Instructions to follow: Reprint each record exactly. Pictures are not reprinted.

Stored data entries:
......
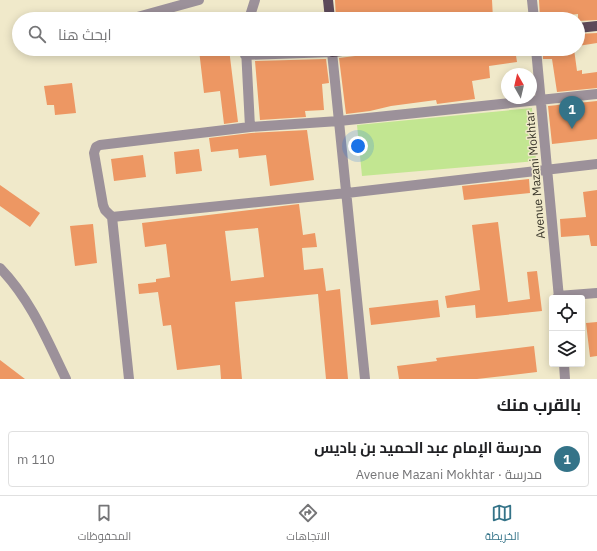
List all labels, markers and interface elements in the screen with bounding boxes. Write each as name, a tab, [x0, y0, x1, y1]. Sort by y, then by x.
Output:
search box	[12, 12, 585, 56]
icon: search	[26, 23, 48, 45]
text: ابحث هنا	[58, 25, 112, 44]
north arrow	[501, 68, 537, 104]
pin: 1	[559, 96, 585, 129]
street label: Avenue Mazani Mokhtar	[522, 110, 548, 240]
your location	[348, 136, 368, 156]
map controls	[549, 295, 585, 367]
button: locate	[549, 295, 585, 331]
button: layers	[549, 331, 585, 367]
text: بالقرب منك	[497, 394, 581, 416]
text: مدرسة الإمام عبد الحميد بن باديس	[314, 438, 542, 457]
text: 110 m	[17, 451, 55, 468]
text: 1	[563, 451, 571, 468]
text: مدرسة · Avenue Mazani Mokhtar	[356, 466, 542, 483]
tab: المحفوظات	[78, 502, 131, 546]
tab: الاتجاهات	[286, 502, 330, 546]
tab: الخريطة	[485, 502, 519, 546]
......
Your response:
List all labels, markers and interface elements in the screen with bounding boxes. Write each as name, a tab, [x0, y0, x1, y1]. Sort by y, then by x.
Output:
search box	[12, 12, 585, 56]
icon: search	[26, 23, 48, 45]
text: ابحث هنا	[58, 25, 112, 44]
north arrow	[501, 68, 537, 104]
pin: 1	[559, 96, 585, 129]
street label: Avenue Mazani Mokhtar	[522, 110, 548, 240]
your location	[348, 136, 368, 156]
map controls	[549, 295, 585, 367]
button: locate	[549, 295, 585, 331]
button: layers	[549, 331, 585, 367]
text: بالقرب منك	[497, 394, 581, 416]
text: مدرسة الإمام عبد الحميد بن باديس	[314, 438, 542, 457]
text: 110 m	[17, 451, 55, 468]
text: 1	[563, 451, 571, 468]
text: مدرسة · Avenue Mazani Mokhtar	[356, 466, 542, 483]
tab: المحفوظات	[78, 502, 131, 546]
tab: الاتجاهات	[286, 502, 330, 546]
tab: الخريطة	[485, 502, 519, 546]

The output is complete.